Using the data below, copy each line that includes the word "shadow".

══ Records for the exercise ══

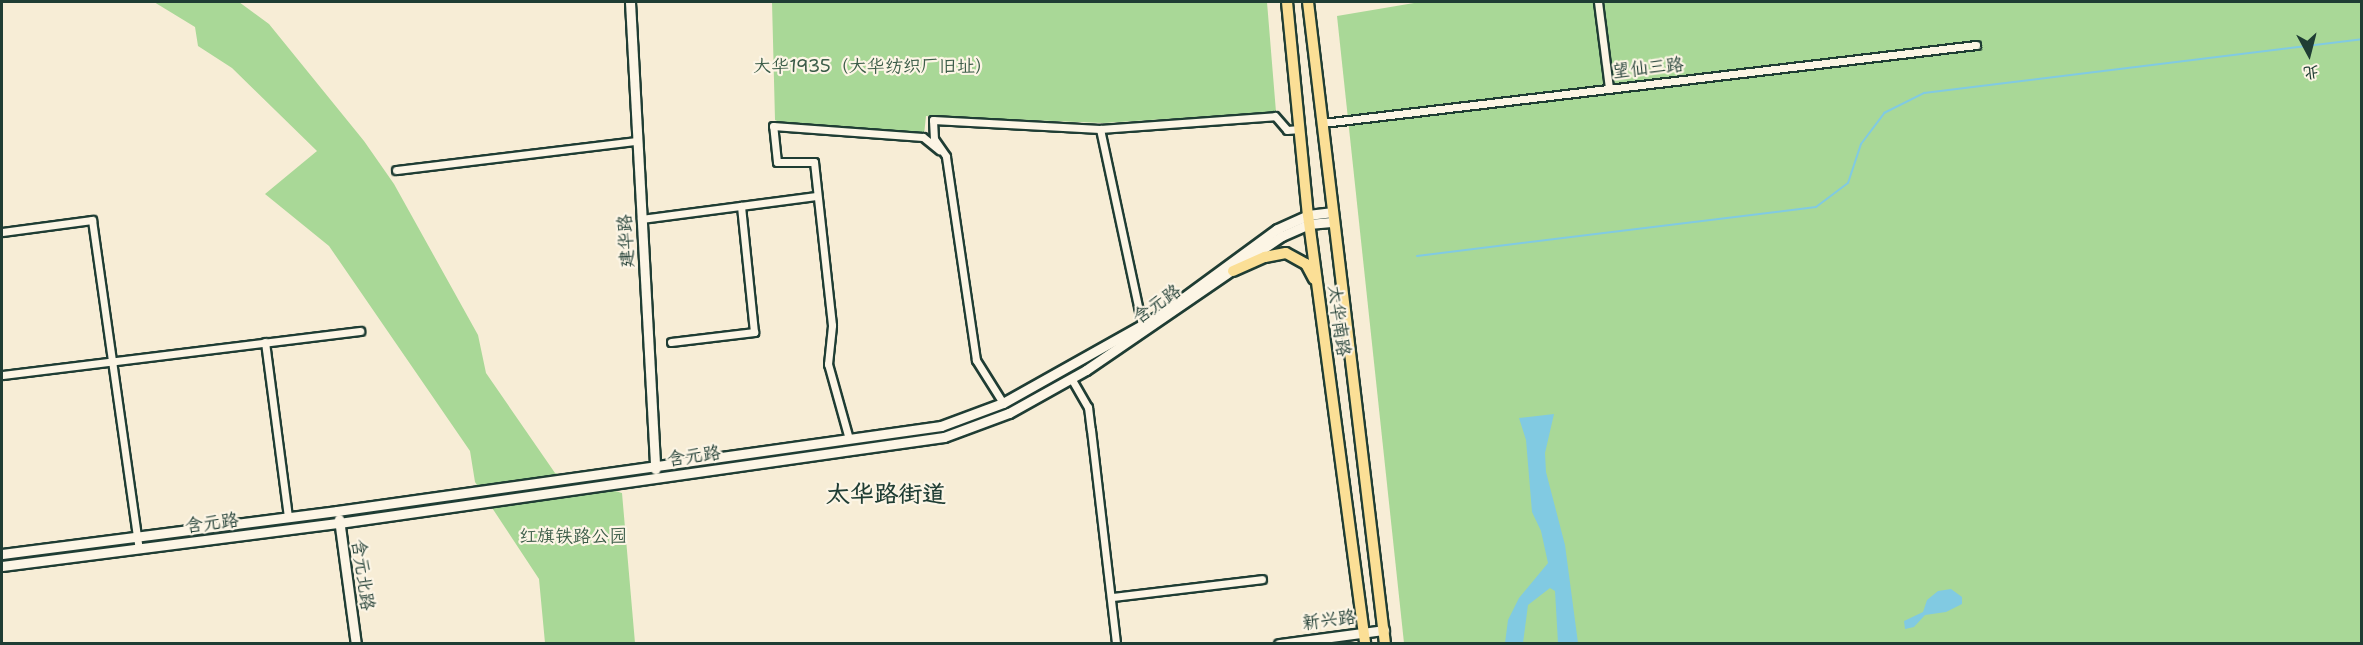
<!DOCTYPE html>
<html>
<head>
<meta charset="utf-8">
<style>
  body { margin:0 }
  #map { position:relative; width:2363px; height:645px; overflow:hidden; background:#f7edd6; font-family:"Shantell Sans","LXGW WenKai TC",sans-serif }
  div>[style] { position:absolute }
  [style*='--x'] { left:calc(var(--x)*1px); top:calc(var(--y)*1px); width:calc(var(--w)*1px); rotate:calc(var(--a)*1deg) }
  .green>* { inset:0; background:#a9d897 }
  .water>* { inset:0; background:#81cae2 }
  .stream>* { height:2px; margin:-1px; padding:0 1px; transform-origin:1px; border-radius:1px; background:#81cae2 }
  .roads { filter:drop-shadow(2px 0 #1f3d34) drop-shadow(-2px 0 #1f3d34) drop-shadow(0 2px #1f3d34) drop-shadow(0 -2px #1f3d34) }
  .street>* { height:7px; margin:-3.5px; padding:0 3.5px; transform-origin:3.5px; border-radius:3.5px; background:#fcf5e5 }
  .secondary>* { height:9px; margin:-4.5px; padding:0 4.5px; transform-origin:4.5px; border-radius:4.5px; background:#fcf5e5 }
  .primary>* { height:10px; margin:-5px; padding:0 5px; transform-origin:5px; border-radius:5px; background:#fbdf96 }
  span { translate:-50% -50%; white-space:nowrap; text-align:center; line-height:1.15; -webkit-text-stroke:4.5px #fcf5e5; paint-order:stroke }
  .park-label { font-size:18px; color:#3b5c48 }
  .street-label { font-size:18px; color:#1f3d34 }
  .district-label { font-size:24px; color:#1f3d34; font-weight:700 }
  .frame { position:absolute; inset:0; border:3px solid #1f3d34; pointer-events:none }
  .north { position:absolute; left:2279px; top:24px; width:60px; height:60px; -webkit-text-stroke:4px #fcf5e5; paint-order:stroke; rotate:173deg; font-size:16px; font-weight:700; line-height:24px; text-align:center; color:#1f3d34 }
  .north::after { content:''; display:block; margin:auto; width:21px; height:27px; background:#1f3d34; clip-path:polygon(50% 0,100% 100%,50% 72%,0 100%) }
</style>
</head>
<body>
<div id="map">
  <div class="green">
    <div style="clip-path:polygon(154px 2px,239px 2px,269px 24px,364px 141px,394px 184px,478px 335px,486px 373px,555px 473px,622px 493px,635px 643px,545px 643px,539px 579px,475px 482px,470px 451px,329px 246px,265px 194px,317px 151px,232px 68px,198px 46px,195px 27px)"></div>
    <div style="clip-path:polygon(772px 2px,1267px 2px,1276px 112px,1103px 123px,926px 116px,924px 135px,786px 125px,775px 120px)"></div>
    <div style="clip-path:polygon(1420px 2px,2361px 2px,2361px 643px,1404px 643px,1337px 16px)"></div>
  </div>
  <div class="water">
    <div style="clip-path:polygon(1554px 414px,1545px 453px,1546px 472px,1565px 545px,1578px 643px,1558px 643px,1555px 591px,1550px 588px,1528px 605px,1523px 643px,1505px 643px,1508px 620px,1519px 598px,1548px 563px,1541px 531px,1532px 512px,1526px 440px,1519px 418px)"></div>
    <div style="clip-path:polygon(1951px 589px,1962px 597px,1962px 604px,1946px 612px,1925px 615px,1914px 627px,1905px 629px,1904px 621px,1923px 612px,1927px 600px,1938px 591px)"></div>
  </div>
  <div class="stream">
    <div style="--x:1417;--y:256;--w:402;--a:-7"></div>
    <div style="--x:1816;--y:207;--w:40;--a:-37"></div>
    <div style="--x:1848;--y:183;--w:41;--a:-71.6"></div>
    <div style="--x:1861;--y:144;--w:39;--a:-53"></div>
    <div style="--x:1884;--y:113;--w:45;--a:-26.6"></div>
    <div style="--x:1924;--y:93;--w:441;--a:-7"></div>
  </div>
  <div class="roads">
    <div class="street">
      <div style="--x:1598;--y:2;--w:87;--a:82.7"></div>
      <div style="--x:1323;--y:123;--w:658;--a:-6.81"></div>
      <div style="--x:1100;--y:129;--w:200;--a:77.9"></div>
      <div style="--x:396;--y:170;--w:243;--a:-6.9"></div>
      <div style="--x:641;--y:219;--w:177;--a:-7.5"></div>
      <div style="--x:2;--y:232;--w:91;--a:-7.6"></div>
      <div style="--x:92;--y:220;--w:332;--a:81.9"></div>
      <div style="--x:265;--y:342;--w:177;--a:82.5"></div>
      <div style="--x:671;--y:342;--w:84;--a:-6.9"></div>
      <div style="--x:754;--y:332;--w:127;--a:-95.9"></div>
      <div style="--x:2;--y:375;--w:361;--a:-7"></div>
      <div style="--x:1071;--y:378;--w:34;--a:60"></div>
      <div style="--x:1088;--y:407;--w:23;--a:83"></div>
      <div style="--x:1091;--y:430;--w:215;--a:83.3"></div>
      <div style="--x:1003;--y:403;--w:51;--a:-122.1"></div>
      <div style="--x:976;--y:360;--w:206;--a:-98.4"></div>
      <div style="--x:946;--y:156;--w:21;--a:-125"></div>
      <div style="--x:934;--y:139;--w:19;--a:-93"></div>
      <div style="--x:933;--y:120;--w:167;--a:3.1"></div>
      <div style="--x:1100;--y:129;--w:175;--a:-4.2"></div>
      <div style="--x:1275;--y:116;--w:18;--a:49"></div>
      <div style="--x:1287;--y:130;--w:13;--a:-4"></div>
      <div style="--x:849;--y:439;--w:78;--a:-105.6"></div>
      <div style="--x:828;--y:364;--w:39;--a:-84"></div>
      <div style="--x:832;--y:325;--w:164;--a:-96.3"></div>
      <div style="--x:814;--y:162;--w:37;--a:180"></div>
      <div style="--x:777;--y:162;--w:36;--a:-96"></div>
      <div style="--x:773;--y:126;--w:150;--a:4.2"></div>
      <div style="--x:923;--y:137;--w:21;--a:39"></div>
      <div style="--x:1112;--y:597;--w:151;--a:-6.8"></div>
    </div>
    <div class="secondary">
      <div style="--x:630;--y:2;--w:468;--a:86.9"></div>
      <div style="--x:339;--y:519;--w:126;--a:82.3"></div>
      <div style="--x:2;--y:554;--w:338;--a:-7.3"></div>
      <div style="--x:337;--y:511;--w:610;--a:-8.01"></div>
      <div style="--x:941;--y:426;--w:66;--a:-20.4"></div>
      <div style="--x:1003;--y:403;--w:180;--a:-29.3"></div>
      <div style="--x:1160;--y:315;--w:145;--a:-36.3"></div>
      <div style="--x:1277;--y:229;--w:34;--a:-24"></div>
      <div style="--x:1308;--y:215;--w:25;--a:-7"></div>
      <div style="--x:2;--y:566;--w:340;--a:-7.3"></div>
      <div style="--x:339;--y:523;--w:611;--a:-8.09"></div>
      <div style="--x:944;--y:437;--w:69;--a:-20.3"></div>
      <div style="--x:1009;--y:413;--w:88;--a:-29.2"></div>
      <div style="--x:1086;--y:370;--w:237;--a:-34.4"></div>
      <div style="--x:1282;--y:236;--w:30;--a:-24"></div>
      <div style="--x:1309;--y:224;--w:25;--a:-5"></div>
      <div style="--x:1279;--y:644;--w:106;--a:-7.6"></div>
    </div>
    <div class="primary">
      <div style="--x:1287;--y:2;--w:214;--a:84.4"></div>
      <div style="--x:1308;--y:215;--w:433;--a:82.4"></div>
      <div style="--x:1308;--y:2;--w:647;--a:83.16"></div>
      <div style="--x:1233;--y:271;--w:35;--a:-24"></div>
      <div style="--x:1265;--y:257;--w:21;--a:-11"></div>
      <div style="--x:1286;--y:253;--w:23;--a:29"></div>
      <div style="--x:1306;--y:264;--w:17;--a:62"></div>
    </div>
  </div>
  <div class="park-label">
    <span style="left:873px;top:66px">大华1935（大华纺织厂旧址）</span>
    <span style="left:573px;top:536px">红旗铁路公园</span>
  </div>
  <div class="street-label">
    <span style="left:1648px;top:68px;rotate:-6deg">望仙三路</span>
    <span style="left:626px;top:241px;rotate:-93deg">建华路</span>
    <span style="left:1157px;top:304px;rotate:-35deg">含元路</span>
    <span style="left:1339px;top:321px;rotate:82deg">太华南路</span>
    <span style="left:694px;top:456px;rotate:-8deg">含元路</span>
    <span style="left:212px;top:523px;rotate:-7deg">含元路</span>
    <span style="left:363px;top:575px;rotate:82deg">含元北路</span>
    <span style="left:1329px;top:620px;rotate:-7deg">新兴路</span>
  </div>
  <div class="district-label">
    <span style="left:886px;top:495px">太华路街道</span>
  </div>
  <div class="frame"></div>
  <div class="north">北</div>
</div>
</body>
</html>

═══
══ Records for the exercise ══

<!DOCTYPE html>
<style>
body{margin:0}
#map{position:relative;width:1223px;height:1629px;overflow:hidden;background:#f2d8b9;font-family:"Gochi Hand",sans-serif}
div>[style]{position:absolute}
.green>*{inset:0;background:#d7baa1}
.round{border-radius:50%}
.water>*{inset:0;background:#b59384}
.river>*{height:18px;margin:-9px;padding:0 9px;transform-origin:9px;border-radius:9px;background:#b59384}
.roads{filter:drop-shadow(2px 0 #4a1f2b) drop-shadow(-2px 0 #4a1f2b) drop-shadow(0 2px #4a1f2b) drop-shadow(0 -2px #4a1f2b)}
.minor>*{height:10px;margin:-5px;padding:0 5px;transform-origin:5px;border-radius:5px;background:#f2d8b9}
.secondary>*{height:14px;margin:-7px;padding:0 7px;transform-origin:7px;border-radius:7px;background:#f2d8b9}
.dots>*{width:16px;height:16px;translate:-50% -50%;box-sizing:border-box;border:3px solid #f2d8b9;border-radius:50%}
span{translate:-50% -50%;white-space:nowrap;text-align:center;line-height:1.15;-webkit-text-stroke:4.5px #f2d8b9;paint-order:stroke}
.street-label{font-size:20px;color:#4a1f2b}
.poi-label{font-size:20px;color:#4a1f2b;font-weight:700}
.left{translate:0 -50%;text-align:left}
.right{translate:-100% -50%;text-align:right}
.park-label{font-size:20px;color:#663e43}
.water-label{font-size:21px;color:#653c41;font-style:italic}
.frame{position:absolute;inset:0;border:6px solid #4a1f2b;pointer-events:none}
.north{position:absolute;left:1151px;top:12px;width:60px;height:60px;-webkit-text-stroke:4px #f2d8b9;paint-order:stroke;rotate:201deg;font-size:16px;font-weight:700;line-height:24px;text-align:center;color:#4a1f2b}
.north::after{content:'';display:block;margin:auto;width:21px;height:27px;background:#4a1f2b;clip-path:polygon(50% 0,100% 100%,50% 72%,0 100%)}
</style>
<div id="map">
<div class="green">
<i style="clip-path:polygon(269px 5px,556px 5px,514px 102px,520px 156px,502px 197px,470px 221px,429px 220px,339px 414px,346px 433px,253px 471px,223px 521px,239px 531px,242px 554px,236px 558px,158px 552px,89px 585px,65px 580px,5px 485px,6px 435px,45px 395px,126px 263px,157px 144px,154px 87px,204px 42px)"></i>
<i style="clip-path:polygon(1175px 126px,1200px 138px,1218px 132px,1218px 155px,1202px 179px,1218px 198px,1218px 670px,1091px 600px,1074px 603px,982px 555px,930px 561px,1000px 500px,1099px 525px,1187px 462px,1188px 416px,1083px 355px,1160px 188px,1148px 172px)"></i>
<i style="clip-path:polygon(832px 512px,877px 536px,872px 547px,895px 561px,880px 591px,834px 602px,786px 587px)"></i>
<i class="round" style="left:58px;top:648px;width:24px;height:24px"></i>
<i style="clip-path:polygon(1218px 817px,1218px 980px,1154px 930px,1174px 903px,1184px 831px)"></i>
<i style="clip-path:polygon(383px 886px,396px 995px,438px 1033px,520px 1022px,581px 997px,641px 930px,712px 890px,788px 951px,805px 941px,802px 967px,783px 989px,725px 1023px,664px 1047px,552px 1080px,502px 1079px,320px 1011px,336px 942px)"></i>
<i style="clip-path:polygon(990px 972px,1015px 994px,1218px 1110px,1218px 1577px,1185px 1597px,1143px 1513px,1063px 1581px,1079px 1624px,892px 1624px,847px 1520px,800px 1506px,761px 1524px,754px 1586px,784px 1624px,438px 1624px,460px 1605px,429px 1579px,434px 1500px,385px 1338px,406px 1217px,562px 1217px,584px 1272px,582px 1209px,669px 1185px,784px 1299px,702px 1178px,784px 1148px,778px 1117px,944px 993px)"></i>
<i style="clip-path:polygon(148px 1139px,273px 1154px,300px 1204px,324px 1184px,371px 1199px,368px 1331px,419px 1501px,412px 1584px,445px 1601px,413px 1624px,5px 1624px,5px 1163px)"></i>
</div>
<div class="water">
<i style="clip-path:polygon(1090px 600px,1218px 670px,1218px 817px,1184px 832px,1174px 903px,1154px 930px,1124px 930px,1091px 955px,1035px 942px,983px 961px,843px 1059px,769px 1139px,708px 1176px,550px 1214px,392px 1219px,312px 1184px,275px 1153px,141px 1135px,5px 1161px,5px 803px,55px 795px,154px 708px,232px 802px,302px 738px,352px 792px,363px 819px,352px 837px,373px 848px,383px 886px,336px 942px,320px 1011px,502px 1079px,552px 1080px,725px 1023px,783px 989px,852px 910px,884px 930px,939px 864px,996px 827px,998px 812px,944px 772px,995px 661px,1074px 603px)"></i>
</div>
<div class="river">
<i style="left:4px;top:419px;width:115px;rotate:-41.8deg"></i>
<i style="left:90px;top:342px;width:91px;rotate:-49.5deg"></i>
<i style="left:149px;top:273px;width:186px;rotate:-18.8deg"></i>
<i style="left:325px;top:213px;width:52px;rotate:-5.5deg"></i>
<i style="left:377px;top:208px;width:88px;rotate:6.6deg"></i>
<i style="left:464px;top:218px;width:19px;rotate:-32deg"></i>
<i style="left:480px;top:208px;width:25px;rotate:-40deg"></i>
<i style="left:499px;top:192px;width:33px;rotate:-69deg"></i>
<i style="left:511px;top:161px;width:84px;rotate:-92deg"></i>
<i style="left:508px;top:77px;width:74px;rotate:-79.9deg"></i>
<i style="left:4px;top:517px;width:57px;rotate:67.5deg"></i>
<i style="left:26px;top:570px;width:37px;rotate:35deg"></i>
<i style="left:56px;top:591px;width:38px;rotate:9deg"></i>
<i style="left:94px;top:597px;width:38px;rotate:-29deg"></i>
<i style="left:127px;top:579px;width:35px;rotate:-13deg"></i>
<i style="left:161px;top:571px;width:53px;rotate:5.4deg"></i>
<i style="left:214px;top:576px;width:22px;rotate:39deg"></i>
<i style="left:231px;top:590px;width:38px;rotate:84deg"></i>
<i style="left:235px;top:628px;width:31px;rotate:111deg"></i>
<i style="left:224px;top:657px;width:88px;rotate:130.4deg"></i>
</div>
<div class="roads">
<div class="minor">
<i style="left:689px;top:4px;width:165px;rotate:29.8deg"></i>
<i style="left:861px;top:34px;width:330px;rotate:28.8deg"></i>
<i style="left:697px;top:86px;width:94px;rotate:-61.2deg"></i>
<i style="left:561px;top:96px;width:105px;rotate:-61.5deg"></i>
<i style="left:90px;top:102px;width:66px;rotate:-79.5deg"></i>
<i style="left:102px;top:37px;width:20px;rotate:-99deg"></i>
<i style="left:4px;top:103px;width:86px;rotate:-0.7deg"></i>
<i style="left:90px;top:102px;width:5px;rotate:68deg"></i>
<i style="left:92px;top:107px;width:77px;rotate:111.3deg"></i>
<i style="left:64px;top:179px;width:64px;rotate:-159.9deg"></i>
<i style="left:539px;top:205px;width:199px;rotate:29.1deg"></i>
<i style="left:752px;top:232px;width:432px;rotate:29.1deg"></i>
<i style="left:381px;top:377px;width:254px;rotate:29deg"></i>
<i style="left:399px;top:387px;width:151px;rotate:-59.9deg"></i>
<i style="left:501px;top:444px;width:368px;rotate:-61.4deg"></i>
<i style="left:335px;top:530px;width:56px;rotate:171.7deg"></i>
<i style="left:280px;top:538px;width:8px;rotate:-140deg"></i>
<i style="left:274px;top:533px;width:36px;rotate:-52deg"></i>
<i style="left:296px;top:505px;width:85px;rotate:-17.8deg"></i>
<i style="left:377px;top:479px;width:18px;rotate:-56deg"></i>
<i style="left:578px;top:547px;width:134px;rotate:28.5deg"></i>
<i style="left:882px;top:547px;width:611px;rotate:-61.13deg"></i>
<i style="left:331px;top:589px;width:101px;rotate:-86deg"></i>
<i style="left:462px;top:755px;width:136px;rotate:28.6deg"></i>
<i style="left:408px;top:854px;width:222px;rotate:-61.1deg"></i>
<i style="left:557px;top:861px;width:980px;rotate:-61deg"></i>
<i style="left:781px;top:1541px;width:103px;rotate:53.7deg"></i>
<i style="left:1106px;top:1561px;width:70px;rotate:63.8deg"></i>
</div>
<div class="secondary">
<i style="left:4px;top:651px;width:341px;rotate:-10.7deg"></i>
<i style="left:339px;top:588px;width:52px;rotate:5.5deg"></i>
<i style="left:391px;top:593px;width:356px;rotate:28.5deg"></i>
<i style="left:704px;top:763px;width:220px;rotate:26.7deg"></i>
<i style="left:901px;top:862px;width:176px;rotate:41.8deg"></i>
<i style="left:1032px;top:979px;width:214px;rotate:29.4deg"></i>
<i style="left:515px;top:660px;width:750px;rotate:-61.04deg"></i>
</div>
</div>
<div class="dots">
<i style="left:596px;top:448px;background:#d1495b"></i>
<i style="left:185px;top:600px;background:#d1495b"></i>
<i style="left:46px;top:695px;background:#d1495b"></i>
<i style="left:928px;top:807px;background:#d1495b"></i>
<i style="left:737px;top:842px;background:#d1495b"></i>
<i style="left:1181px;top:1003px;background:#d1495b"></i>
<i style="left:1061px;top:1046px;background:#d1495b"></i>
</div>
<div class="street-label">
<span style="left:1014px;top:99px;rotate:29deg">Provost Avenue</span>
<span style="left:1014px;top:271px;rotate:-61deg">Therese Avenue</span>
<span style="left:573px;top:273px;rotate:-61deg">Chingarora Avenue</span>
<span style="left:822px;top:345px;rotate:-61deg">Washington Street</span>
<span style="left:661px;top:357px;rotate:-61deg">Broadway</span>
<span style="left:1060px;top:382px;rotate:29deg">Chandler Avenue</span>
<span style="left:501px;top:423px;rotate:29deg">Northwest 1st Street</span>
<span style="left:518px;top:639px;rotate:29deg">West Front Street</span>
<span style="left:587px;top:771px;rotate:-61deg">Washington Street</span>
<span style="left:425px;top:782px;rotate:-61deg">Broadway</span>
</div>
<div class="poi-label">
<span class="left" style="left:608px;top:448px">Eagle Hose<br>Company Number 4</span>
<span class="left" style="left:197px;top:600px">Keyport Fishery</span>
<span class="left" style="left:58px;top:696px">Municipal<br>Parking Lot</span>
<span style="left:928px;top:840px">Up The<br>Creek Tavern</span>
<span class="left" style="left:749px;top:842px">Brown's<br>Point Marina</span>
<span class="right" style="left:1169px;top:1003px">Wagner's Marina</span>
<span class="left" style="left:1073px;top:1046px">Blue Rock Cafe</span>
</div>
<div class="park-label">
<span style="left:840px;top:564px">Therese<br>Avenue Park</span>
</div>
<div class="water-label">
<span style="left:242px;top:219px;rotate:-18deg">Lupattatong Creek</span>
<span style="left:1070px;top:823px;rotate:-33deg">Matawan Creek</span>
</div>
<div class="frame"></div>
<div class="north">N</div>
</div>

═══

= Output =
  .roads { filter:drop-shadow(2px 0 #1f3d34) drop-shadow(-2px 0 #1f3d34) drop-shadow(0 2px #1f3d34) drop-shadow(0 -2px #1f3d34) }
.roads{filter:drop-shadow(2px 0 #4a1f2b) drop-shadow(-2px 0 #4a1f2b) drop-shadow(0 2px #4a1f2b) drop-shadow(0 -2px #4a1f2b)}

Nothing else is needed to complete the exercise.